With doctors and other insurers, America’s Health Insurance Plans is seeking to cap the amount of damages that victims of medical malpractice can recover in legal actions. Legislation limiting awards is under consideration in the current session of Congress and is being pushed by Mayor Anthony Williams. But Public Citizen has found that such targeting of the legal system is off the mark. In a May report on malpractice in the District, Public Citizen found that:

  • The value of medical malpractice payments to victims made on behalf of District doctors has declined 52.5 percent from 1991 to 2004 when adjusted for medical inflation.
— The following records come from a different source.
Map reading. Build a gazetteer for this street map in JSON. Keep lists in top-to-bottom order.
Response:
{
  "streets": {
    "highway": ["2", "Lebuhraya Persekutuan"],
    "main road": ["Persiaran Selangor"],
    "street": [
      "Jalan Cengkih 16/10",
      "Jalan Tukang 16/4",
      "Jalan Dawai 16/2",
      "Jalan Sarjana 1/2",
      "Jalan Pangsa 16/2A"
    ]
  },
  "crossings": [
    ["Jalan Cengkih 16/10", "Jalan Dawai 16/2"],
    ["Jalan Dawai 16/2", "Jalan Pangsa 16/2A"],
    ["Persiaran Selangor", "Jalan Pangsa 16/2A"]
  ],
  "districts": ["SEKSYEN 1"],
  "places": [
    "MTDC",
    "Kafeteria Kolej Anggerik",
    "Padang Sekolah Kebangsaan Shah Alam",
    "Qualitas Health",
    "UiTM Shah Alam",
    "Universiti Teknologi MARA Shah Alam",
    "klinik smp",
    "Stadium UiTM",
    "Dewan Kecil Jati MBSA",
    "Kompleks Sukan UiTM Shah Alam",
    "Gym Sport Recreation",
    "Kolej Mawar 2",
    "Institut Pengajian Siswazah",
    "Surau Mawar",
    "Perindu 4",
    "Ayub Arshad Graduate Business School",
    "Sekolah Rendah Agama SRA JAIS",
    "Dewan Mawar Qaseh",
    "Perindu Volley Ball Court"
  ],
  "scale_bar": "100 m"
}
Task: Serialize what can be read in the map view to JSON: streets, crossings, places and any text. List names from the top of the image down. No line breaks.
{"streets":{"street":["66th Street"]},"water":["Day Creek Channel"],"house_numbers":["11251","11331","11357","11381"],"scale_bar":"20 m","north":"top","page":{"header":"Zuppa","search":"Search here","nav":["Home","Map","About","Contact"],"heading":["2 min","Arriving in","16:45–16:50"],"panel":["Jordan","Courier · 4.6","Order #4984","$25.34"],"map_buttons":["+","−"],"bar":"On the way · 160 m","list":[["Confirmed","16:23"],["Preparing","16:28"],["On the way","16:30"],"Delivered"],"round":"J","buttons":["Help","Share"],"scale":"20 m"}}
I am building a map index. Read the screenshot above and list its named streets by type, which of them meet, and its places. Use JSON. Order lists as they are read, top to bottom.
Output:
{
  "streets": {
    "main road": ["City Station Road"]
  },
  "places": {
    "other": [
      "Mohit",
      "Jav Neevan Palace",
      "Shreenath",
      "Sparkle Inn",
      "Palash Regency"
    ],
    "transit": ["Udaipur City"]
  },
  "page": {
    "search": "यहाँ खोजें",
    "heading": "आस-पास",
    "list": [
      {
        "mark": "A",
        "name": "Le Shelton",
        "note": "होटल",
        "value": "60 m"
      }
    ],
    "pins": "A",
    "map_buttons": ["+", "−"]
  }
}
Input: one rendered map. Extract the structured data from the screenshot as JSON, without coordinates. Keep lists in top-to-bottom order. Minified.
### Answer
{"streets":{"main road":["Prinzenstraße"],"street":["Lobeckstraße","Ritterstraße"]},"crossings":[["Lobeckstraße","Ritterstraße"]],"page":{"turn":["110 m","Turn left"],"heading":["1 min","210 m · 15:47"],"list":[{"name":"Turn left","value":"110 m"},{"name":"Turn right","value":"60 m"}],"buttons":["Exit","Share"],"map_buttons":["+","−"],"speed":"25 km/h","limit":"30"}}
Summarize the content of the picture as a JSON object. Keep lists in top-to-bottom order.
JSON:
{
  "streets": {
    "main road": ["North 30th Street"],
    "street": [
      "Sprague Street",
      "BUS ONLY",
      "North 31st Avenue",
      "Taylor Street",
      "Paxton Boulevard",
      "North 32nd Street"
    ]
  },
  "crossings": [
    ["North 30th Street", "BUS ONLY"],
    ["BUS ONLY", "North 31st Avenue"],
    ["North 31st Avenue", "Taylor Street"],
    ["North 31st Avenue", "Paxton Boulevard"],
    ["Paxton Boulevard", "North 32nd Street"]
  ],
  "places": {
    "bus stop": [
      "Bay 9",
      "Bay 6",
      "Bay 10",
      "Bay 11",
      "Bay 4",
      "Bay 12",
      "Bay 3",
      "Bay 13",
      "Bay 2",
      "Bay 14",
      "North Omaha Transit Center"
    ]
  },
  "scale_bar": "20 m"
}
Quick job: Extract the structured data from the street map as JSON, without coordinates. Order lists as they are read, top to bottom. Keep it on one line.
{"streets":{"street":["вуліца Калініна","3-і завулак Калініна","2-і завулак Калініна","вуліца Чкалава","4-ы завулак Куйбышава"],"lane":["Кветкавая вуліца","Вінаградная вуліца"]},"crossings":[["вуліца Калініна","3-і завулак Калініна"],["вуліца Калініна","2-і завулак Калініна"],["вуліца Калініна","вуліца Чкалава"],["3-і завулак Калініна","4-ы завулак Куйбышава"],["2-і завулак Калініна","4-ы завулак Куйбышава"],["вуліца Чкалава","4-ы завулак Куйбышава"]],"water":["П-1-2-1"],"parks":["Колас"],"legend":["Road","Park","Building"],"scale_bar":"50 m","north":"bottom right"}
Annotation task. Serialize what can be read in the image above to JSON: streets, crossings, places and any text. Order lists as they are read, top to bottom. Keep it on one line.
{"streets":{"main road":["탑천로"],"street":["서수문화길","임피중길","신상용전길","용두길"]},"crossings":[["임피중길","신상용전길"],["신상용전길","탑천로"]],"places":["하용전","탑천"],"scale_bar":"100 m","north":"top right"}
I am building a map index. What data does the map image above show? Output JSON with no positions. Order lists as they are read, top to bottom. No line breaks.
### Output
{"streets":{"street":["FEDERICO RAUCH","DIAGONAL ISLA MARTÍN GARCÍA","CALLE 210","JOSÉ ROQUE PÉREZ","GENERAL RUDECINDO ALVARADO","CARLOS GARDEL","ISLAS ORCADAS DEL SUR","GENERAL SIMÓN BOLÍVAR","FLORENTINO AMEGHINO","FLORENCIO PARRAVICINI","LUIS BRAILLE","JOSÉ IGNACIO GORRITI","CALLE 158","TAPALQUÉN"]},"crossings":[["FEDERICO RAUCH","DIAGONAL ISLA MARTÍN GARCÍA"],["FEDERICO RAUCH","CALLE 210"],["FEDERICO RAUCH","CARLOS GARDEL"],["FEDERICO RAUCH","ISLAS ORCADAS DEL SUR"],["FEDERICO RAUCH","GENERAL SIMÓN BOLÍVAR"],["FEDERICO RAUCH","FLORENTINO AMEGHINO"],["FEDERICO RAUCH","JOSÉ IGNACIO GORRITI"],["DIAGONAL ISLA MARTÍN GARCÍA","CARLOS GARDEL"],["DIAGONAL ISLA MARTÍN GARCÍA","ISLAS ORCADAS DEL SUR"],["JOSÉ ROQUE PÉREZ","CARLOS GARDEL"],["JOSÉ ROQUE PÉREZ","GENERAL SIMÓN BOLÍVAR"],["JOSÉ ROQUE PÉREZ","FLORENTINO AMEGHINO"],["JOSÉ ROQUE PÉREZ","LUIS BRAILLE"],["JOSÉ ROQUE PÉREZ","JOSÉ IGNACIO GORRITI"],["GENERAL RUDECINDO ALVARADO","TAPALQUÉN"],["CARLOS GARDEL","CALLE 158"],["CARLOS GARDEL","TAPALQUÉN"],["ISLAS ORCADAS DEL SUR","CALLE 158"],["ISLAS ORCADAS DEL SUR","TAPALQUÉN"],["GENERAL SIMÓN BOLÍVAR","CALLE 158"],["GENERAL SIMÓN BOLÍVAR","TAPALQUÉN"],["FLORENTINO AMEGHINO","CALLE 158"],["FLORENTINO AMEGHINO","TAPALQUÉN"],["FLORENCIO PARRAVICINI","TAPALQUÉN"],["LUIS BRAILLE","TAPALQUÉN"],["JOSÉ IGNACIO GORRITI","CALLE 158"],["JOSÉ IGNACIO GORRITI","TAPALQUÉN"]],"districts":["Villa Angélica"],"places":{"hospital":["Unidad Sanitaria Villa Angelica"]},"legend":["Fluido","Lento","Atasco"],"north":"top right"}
The decline was 64 percent from 2001 to 2004 – the peak years of the “crisis.”
  • The annual number of malpractice payments has declined 14.5 percent from 1991 to 2004, dropping from 55 to 47. Moreover, total payments have dropped 35.6 percent from 2001 to 2004, from 73 to 47, when warnings about the “crisis” began.

Additionally, the number of medical malpractice case filings is down 31 percent in the past decade, from a peak of 213 in 1997 to 148 in 2004.

“This latest campaign from the insurers is just another effort to ignore the facts and, through exaggeration and distortion, try to scare lawmakers into approving legislation that would produce windfall profits,” said Clemente.